Snowmen Faces Cookies

Snowmen Faces Cookies

Snowmen Faces Cookies, excerpted from Christmas Cookies: More than 60 recipes for adorable festive bakes by Hannah Miles (Ryland Peters & Small). Photography by Steve Painter.

Christmas Cookies

There is nothing as cozy as a day spent baking in the holiday season—filling the house with the scent of warm, sweet dough and producing delicious treats that raise a smile even before a single bite is taken out of them!

The book features tips on how to host your Christmas “cookie exchange” from clever ways to display bakes to sending out fun invitations, plus packaging ideas for gifting home-baked treats.

Decorating hints and tips and basic recipes follow, providing information on all the tools you need to bake more than 60 different cookies, from Jolly Santas, Snowmen Faces, Coconut Snowballs, Frosted Fir Cones, and Hot Chocolate Cookie Cups to Reindeer Pretzel Cookies and Meringue Snowmen.

A joyous collection of seasonal baking recipes for all the family to enjoy.

Christmas Cookies: More than 60 recipes for adorable festive bakes is available at Amazon.com and Indigo.ca.


Snowmen Faces

‘Do you want to build a snowman?’ So the popular movie song goes… Well, if you do, then why not make these friendly snowy faces! The cookies are made with marzipan and cocoa and taste scrumptious.

200 g/7 oz. natural marzipan, broken into small pieces 90 g/¾ stick butter, softened

100 g/1 cup ground almonds 100 g/¾ cup self-raising/self-rising flour, sifted, plus extra for dusting

40 g/scant ½ cup unsweetened cocoa powder

350 g/2½ cups fondant icing/confectioners’ sugar, sifted orange and black food colouring gels

7-cm/2 ¾-inch round cutter 2 baking sheets, lined with baking parchment piping/pastry bag, fitted with a small round nozzle/tip cocktails sticks/toothpicks

Makes 20

Preheat the oven to 180°C (350°F) Gas 4.

Cream together the marzipan and butter using a hand-held electric whisk or stand mixer until it becomes paste-like. Add the almonds, flour and cocoa, and beat to a smooth dough. It should be soft but not sticky, so add a little more flour if needed.

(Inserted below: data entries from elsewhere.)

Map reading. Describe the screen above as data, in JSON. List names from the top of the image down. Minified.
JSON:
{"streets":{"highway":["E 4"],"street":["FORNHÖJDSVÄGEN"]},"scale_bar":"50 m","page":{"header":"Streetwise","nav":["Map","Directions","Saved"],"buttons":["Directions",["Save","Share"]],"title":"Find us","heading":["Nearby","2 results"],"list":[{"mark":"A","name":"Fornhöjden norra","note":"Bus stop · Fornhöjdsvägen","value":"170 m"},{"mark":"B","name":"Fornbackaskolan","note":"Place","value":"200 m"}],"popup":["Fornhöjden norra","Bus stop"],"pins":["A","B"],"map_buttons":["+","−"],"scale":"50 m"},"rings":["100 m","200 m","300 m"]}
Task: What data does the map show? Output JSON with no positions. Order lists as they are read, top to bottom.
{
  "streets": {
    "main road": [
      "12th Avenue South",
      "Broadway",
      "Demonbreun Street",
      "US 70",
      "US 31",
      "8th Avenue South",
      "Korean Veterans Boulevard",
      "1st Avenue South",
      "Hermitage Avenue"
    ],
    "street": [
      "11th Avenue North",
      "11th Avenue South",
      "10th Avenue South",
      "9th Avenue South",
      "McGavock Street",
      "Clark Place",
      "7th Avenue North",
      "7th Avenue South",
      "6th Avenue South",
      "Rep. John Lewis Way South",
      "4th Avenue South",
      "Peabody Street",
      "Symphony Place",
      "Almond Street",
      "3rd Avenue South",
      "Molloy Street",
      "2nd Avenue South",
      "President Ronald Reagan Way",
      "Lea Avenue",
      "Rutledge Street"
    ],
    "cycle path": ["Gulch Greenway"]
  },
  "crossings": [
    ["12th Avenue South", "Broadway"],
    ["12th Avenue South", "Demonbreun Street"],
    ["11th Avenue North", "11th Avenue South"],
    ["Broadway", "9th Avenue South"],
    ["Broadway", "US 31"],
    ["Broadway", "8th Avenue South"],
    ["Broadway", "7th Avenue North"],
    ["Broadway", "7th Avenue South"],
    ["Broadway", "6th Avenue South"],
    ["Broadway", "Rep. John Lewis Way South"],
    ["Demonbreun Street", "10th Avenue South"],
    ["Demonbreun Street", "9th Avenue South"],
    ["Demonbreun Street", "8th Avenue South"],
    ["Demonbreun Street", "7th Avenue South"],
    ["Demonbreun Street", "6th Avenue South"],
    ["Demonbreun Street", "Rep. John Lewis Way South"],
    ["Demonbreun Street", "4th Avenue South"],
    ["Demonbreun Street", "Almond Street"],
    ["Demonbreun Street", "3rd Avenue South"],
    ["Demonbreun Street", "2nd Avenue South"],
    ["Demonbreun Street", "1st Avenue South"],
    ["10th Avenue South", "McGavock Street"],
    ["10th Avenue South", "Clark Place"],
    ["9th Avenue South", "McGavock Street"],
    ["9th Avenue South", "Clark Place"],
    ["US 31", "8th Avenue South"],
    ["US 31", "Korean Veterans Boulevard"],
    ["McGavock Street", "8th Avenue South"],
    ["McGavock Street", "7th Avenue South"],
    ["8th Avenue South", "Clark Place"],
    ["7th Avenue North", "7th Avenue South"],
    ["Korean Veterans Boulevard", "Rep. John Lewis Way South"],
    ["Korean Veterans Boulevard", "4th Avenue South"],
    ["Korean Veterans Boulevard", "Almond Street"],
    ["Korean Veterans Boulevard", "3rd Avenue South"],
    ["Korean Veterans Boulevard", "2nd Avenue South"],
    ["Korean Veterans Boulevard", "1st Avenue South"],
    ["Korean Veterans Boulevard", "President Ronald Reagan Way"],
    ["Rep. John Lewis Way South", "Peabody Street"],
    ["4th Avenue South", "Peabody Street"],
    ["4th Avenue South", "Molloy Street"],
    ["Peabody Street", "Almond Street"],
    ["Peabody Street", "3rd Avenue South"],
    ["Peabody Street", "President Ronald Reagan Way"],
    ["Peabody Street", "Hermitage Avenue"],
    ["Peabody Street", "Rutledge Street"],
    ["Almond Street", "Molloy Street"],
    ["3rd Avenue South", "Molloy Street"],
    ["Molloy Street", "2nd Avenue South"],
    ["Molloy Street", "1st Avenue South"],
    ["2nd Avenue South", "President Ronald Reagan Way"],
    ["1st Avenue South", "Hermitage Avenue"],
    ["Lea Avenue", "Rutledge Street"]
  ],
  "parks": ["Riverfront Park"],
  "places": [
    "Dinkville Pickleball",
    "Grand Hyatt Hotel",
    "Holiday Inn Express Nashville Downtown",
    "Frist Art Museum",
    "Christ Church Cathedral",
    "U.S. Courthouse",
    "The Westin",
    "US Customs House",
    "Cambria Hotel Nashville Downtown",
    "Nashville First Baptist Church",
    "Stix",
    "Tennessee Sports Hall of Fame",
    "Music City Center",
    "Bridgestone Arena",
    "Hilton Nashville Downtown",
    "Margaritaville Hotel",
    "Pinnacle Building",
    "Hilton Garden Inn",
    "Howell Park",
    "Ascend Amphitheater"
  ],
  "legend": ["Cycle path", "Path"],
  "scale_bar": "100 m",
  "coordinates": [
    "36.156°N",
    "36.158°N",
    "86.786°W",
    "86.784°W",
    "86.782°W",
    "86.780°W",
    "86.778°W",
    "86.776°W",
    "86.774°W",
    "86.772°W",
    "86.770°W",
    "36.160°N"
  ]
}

On a flour-dusted surface, roll out the dough to 5 mm/¼ inch thick and cut out 20 circles, re-rolling the dough as necessary. Place the cookies on the baking sheet, leaving space between them. Bake in the preheated oven for 10–15 minutes. Remove from the oven and leave to cool on the baking sheets for a few minutes, then transfer to a wire rack to cool completely.

To ice the cookies mix 300 g/2 cups of the icing/confectioners’ sugar with about 2 tablespoons of water until you have a thick icing. Spoon one-third into the piping/pastry bag and pipe a circle around the edge of each cookie. Leave to set for 10 minutes. Return any icing to the bowl and add a little more water so that the icing is thin enough to flow. Flood the circles with a spoonful of icing (see page 18) and leave to set.

Mix the remaining 50 g/½ cup icing/confectioners’ sugar with a little water and mix in a few drops of orange food colouring. Using a cocktail stick/toothpick, place a line of orange icing in the centre of each cookie to make a carrot nose. When you have completed all the noses, add a few drops of black food colouring to the orange icing, to make it completely black. Using a second cocktail stick/toothpick, place dots of black icing onto the cookies for the eyes and mouth. Leave to set.

The cookies will store for up to 5 days in an airtight container.

Excerpted from Christmas Cookies: More than 60 recipes for adorable festive bakes by Hannah Miles (Ryland Peters & Small). Copyright © 2020. Design and photographs copyright © by Ryland Peters & Small 2020.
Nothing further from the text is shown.